### WORK ITEM
Lines from the entries below that hold "Selection" form the answer; copy all of them.

### Stored items from a collection
Start of Block
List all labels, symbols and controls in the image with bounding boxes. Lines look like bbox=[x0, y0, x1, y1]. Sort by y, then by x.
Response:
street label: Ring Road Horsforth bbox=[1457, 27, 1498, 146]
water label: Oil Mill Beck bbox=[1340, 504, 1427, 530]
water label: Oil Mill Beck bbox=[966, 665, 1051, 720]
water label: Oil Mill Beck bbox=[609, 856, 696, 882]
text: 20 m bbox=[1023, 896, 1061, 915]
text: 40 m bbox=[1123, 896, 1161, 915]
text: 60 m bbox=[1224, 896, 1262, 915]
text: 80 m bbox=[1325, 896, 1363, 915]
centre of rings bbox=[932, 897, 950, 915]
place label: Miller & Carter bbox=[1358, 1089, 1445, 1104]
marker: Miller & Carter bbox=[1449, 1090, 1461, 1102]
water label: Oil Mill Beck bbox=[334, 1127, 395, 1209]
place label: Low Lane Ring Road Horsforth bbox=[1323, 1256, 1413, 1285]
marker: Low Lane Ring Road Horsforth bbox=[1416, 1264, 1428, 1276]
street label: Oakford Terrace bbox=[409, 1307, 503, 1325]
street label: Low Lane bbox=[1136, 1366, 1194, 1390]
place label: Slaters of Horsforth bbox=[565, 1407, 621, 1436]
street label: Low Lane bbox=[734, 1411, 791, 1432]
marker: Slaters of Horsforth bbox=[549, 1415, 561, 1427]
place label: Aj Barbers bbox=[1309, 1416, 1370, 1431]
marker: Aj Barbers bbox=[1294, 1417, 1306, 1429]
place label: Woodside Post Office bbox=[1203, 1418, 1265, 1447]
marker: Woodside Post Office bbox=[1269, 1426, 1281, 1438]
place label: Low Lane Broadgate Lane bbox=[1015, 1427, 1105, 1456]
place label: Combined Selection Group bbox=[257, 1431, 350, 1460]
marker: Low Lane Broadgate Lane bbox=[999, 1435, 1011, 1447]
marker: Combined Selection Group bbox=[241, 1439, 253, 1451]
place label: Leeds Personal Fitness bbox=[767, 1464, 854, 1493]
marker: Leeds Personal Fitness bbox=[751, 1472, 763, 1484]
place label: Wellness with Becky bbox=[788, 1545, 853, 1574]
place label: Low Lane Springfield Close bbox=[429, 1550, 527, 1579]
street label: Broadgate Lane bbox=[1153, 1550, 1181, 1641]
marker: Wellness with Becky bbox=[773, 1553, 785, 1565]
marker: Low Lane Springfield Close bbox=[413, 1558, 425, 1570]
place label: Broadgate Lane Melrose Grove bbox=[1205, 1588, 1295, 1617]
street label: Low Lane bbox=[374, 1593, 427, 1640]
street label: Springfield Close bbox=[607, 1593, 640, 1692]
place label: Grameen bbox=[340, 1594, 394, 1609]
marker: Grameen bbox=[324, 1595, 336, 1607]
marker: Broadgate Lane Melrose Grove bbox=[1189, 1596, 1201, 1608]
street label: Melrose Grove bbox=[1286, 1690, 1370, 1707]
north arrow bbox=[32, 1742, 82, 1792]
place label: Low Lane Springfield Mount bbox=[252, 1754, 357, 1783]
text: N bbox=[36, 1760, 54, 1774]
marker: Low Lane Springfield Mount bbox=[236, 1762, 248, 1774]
End of Block
### YOUR SOLUTION
place label: Combined Selection Group bbox=[257, 1431, 350, 1460]
marker: Combined Selection Group bbox=[241, 1439, 253, 1451]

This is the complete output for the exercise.